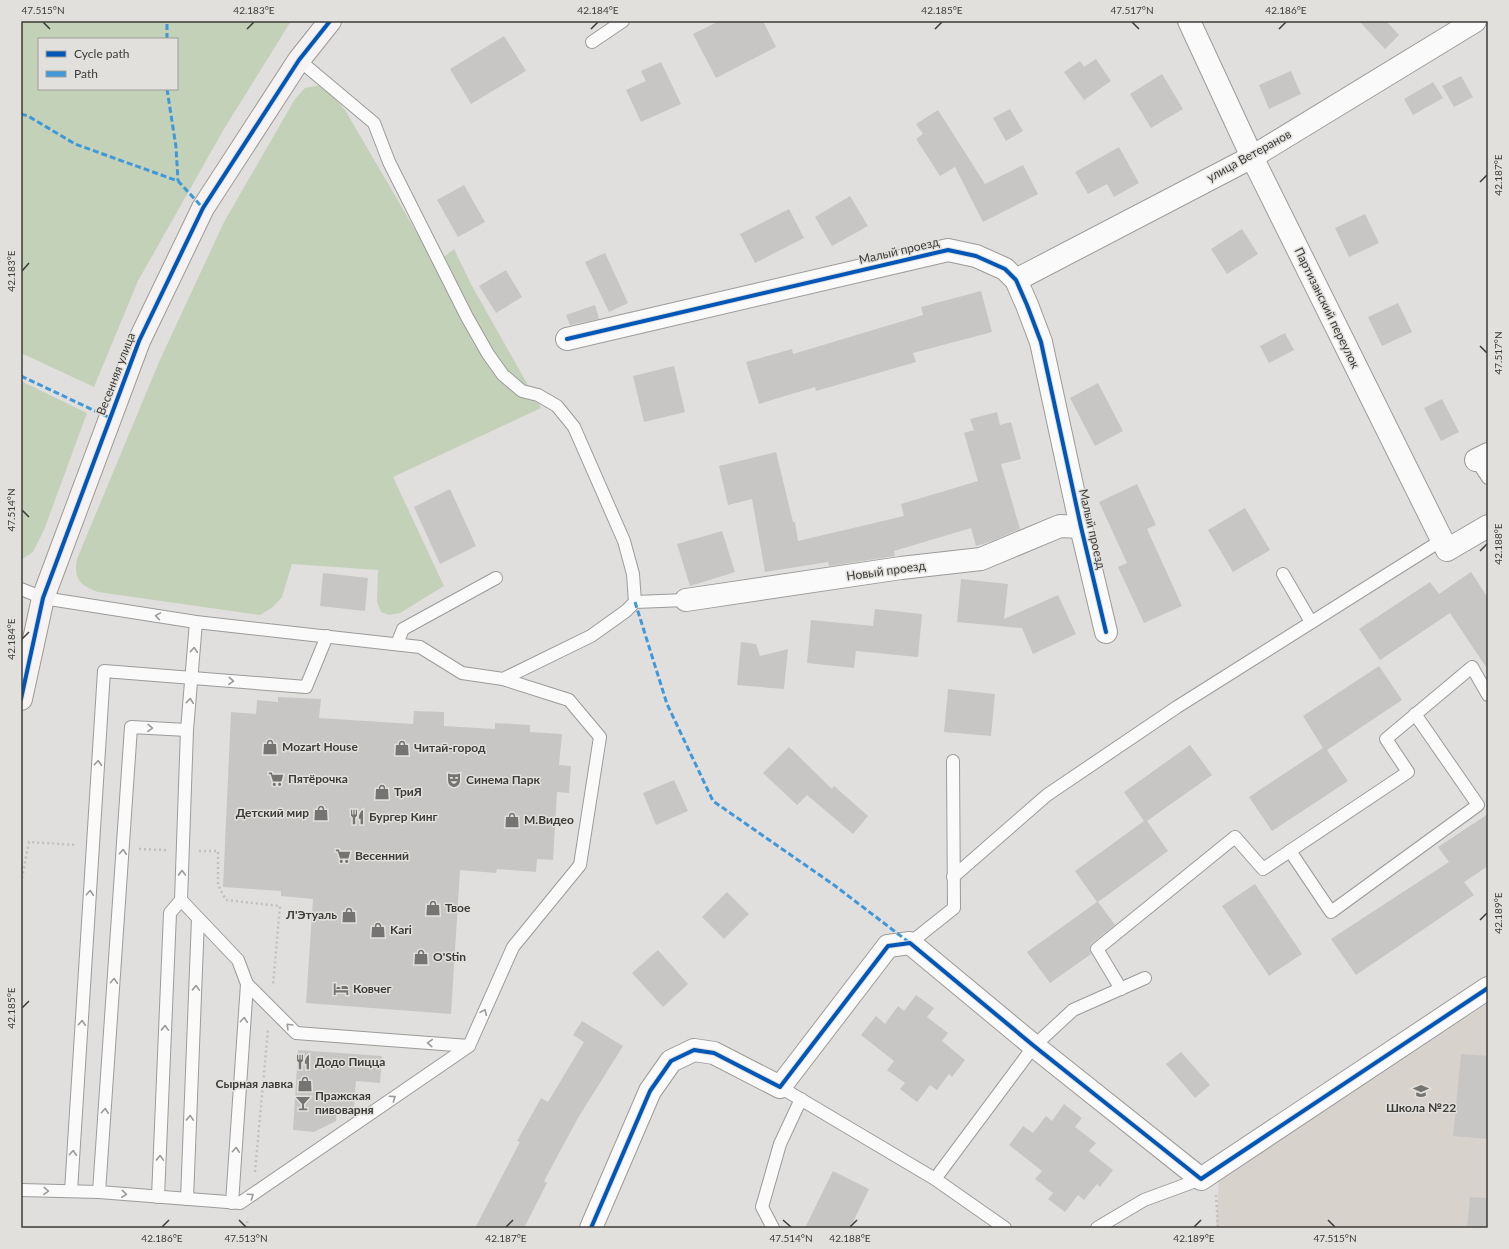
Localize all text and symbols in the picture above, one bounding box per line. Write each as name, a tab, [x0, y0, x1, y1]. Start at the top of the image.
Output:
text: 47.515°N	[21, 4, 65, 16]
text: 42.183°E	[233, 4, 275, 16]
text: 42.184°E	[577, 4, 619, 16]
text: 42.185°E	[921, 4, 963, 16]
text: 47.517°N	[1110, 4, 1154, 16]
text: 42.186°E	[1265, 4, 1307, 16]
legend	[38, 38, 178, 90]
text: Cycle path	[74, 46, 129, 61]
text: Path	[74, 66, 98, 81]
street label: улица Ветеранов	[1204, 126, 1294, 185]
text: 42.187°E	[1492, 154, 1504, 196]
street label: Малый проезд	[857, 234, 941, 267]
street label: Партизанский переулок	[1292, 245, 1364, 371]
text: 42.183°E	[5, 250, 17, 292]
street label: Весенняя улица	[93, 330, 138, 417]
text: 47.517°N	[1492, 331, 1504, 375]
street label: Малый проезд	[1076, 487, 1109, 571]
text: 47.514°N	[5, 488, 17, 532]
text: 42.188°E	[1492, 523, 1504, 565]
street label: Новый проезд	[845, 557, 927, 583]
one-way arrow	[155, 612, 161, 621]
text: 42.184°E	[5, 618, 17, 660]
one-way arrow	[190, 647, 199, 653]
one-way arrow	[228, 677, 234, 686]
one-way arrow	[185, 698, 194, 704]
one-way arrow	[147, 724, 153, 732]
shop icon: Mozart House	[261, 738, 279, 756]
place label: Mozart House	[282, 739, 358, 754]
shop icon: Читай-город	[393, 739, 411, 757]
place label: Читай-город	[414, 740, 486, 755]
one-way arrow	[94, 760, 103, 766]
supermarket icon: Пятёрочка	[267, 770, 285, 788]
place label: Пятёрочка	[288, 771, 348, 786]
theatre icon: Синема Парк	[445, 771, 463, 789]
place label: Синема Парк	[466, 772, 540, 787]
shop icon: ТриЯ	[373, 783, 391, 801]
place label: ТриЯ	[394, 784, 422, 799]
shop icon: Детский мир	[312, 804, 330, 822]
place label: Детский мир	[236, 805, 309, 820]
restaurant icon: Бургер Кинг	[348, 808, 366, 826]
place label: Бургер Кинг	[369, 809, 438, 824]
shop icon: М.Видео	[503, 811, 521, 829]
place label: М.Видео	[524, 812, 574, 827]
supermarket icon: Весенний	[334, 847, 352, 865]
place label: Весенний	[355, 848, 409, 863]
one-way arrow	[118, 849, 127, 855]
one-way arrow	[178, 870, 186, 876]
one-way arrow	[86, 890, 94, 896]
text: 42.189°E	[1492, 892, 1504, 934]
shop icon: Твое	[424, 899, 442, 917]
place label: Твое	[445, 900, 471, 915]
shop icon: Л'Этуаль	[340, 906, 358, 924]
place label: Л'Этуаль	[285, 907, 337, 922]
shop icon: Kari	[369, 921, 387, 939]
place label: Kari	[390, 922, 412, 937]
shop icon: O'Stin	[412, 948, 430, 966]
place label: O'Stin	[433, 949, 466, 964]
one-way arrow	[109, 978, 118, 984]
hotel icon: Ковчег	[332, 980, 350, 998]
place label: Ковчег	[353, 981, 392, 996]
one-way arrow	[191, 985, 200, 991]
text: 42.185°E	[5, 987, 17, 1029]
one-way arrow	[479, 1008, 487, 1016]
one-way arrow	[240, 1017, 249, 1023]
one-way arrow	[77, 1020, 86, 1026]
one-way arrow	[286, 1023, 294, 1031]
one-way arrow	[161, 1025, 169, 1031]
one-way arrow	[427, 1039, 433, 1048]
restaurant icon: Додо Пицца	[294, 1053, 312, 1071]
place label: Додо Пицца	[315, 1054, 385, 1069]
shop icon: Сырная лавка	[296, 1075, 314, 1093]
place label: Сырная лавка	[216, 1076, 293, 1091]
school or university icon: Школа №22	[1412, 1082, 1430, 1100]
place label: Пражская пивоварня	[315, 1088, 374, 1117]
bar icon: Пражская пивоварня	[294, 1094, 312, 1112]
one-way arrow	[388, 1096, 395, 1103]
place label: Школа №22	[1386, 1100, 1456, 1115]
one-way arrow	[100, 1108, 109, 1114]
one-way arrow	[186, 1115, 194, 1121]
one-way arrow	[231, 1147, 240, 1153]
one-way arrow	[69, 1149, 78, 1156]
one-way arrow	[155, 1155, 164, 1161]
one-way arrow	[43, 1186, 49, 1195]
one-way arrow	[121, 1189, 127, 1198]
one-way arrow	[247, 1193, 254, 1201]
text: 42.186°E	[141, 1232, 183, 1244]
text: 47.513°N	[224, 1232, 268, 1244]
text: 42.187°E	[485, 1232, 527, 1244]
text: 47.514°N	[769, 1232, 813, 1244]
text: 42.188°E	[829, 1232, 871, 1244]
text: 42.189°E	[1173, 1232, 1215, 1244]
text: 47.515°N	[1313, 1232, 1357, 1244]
=======
### Task objective:
The lines you return should be those above that contain the word "Читай", every one of them.

### Solution to the exercise:
shop icon: Читай-город	[393, 739, 411, 757]
place label: Читай-город	[414, 740, 486, 755]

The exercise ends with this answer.